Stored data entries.
_ _ _ _ _
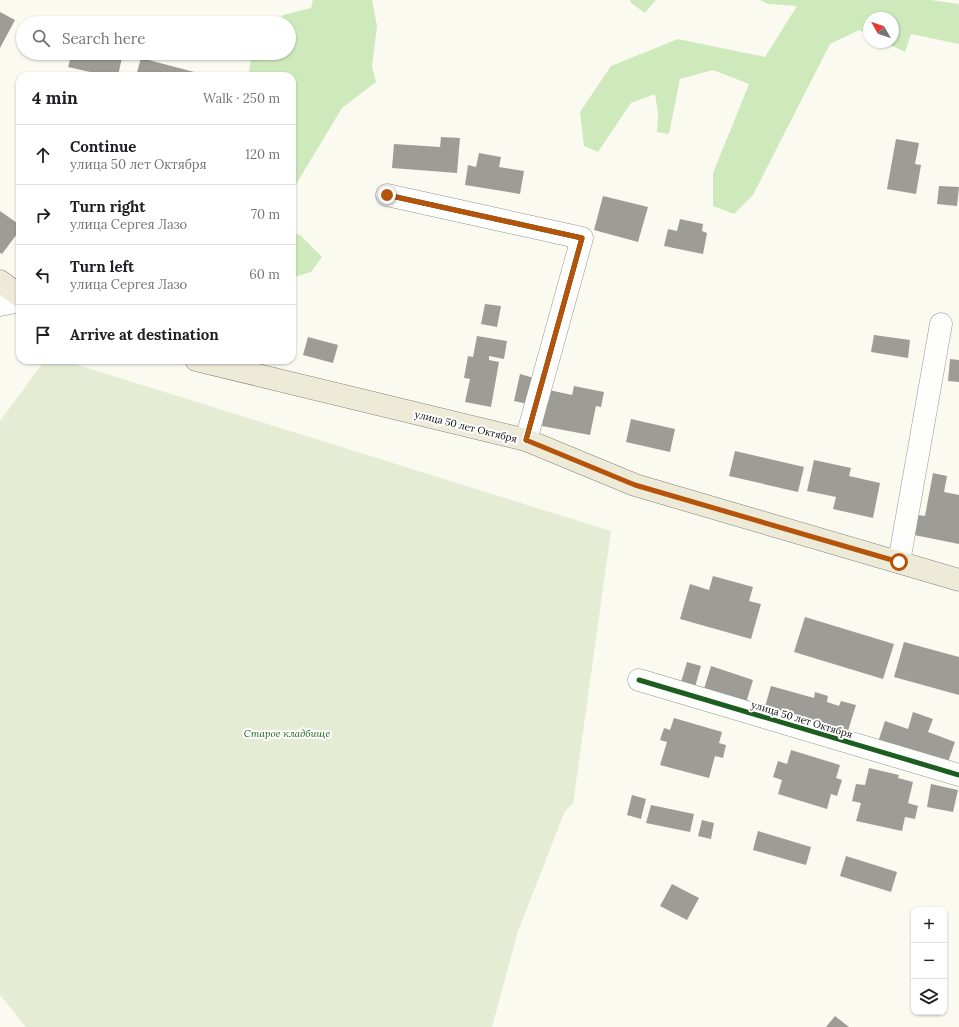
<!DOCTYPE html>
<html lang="en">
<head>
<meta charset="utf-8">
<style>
	body { margin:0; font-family:Lora,serif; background:#f2f2f2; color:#202124 }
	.controls { position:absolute; right:12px; bottom:12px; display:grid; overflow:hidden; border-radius:8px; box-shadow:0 1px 3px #0004 }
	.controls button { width:36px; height:36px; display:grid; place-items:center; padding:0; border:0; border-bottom:1px solid #e0e0e0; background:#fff; color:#202124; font:20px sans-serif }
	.compass { position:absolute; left:863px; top:12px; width:36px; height:36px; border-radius:50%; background:#fff; box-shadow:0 1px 3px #0004; rotate:310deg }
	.stop { position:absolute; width:12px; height:12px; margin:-9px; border:3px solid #b45309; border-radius:50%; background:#fff }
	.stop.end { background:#b45309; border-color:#fff; box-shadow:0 1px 4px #0008 }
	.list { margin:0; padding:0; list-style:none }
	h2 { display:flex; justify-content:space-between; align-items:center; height:52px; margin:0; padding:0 16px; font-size:17px }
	h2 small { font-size:13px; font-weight:400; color:#757577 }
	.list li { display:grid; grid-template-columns:26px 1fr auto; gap:12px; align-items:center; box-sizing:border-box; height:60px; padding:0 16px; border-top:1px solid #e0e0e0 }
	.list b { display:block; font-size:15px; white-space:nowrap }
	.list p { margin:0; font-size:13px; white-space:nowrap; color:#757577 }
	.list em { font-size:13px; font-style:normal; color:#757577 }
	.icon { flex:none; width:22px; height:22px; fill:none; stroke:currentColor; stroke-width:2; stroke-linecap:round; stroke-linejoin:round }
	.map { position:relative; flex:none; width:959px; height:1027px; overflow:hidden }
	.search { position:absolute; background:#fff; box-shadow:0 1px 3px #0004; left:16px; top:16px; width:280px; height:44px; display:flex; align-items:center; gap:10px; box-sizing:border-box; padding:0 14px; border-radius:22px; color:#757577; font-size:15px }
	.panel { position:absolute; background:#fff; box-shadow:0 1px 3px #0004; left:16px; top:72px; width:280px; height:292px; border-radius:12px }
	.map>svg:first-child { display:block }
	.forest { fill:#ceeabd }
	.cemetery { fill:#e4edd4 }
	.building { fill:#9e9c97 }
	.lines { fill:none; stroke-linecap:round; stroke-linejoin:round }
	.minor-casing { stroke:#949490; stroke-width:23 }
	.major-casing { stroke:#81817d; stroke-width:23 }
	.minor { stroke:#fefefd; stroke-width:22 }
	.major { stroke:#edead8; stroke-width:22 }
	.cycleway-casing { stroke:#fff; stroke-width:8 }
	.cycleway { stroke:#1b5e20; stroke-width:5 }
	.route { stroke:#b45309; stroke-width:5 }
	.labels { text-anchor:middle; stroke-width:4; stroke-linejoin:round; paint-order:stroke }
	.street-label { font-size:10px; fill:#0d0d0d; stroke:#fff }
	.park-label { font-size:10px; font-style:italic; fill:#20671a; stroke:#fff }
</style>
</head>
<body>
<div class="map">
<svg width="959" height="1027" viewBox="0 0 959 1027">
	<rect width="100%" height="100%" fill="#fbfaf1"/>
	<g class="forest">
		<path d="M 313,0 L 372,0 L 377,26 L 372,66 L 376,82 L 342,108 L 292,191 L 292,76 L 249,76 L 251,53 L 289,53 L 289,23 L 276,23 L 283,15 L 311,8 Z"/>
		<path d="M 630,0 L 656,0 L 645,13 L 631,3 Z"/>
		<path d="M 760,0 L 931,0 L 959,4 L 959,44 L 911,34 L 905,52 L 884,42 L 893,42 L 893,18 L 869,18 L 869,35 L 859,30 L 830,44 L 753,195 L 734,214 L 713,206 L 713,173 L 749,84 L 713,70 L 680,79 L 669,134 L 657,132 L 658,113 L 655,94 L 631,103 L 598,152 L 584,146 L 580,112 L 611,66 L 678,39 L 765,57 L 797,6 L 768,4 Z"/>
		<path d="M 292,232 L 300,235 L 322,257 L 311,272 L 292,278 Z"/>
	</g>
	<path class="cemetery" d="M 45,360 L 62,360 L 611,531 L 573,804 L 565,811 L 518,931 L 492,1027 L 26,1027 L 0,995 L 0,421 Z"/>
	<g class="building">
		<path d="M 0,12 L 15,20 L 0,48 Z"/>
		<path d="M 72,53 L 123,53 L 118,76 L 108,76 L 68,67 Z"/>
		<path d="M 141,58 L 198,73 L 198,76 L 136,76 Z"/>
		<path d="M 441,137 L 460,138 L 457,173 L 392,168 L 394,144 L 440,147 Z"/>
		<path d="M 896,139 L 919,143 L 915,164 L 921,165 L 916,194 L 887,189 Z"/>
		<path d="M 479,153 L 501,157 L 499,167 L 524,171 L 520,194 L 465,185 L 468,165 L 476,167 Z"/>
		<path d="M 939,186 L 959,187 L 957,206 L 937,204 Z"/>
		<path d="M 603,196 L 648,207 L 638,242 L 594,230 Z"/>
		<path d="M 0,211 L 20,225 L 20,230 L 2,254 L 0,253 Z"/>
		<path d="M 680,219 L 703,224 L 702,231 L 707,233 L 703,254 L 664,246 L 668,229 L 677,231 Z"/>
		<path d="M 485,304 L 501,306 L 497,327 L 481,324 Z"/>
		<path d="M 874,335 L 910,340 L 908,358 L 871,352 Z"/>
		<path d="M 477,336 L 507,341 L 504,359 L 489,356 L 489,360 L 499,362 L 491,407 L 465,402 L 470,379 L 464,378 L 468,356 L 473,357 Z"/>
		<path d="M 308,337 L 338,345 L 333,363 L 303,355 Z"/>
		<path d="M 950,359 L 959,360 L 959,382 L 948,381 Z"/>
		<path d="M 520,374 L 534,378 L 528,404 L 514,401 Z"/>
		<path d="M 574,386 L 604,392 L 601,407 L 596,406 L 590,435 L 542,426 L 549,390 L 572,395 Z"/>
		<path d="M 631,419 L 675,429 L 670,452 L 626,442 Z"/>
		<path d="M 735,451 L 804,467 L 798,492 L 729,476 Z"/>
		<path d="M 814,460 L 851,468 L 849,476 L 880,483 L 873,518 L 833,509 L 836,497 L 807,491 Z"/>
		<path d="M 933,473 L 947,476 L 944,492 L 959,495 L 959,544 L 914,535 L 918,515 L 925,516 Z"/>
		<path d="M 713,576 L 753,587 L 749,601 L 761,604 L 751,639 L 680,619 L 690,584 L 709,590 Z"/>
		<path d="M 805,617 L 894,644 L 883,679 L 794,652 Z"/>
		<path d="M 904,642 L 959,657 L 959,695 L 894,677 Z"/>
		<path d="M 687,662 L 701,666 L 695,687 L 681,682 Z"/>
		<path d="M 711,666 L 753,680 L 746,703 L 704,689 Z"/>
		<path d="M 771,686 L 814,698 L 815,692 L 828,696 L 827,702 L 839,706 L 841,701 L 856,705 L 847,734 L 764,710 Z"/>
		<path d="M 913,712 L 933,719 L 928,732 L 955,742 L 947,765 L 878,742 L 885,721 L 908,729 Z"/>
		<path d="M 674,718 L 722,732 L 719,743 L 726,745 L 723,758 L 715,756 L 709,778 L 660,765 L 667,742 L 660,740 L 664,728 L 670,730 Z"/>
		<path d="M 791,750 L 840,765 L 836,778 L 842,780 L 837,796 L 831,794 L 827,809 L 778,794 L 782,780 L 773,777 L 778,761 L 787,764 Z"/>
		<path d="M 869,768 L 899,775 L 898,778 L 913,782 L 908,803 L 918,806 L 915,819 L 905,817 L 902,831 L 856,821 L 861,803 L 852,801 L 856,784 L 865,785 Z"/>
		<path d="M 931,784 L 958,790 L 953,812 L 927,807 Z"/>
		<path d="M 632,795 L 646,799 L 641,819 L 627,815 Z"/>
		<path d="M 651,805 L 694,814 L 690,832 L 646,823 Z"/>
		<path d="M 702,820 L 714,823 L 711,839 L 698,836 Z"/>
		<path d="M 758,831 L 811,847 L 806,865 L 753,850 Z"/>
		<path d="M 846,856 L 897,872 L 891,892 L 840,876 Z"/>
		<path d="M 672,884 L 699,898 L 687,920 L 660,906 Z"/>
		<path d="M 835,1016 L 849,1027 L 826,1027 Z"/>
	</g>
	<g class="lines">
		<defs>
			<g id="minor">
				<path d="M 387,195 L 582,238 L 526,440"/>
				<path d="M 0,305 L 20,301"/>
				<path d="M 899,562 L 941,324"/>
				<path d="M 639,680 L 959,775"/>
			</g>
			<g id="major">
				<path d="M 0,281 L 20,296"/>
				<path d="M 196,360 L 526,440 L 635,485 L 959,580"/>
			</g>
		</defs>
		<use href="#minor" class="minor-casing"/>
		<use href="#major" class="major-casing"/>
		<use href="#minor" class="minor"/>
		<use href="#major" class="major"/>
		<defs>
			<g id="cycleway">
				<path d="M 387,195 L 582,238 L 526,440"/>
				<path d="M 639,680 L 959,775"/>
			</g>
		</defs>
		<use href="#cycleway" class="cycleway-casing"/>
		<use href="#cycleway" class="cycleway"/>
	</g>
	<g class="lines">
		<path class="route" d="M 387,195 L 582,238 L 526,440 L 635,485 L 899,562"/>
	</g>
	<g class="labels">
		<g class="street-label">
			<text transform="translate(466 426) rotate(14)" y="4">улица 50 лет Октября</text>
			<text transform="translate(802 719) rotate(17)" y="4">улица 50 лет Октября</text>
		</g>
		<g class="park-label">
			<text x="287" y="737">Старое кладбище</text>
		</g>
	</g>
</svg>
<div class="controls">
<button>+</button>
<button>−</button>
<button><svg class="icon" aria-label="layers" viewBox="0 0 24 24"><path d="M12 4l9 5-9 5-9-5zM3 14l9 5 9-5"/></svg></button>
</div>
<svg class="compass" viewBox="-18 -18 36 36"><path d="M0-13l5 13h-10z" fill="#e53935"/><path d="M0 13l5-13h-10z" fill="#757577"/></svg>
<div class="stop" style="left:899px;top:562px"></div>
<div class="stop end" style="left:387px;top:195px"></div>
<div class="search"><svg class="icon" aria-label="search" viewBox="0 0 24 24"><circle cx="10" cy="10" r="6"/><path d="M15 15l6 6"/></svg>Search here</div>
<section class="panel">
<h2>4 min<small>Walk · 250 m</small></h2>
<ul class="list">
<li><svg class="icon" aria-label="ahead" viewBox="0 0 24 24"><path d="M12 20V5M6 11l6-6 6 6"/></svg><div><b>Continue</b><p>улица 50 лет Октября</p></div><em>120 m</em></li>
<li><svg class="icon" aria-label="right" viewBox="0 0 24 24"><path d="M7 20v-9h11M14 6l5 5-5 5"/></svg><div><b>Turn right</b><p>улица Сергея Лазо</p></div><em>70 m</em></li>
<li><svg class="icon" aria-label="left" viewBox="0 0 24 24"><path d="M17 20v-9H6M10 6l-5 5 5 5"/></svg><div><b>Turn left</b><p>улица Сергея Лазо</p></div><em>60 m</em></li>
<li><svg class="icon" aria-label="arrive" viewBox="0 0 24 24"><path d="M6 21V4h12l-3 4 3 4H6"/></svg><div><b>Arrive at destination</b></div></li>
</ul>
</section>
</div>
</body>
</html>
_ _ _ _ _
Requirement. A single figure, the number of lines above with the word "white", is the whole answer.

Your solution. 2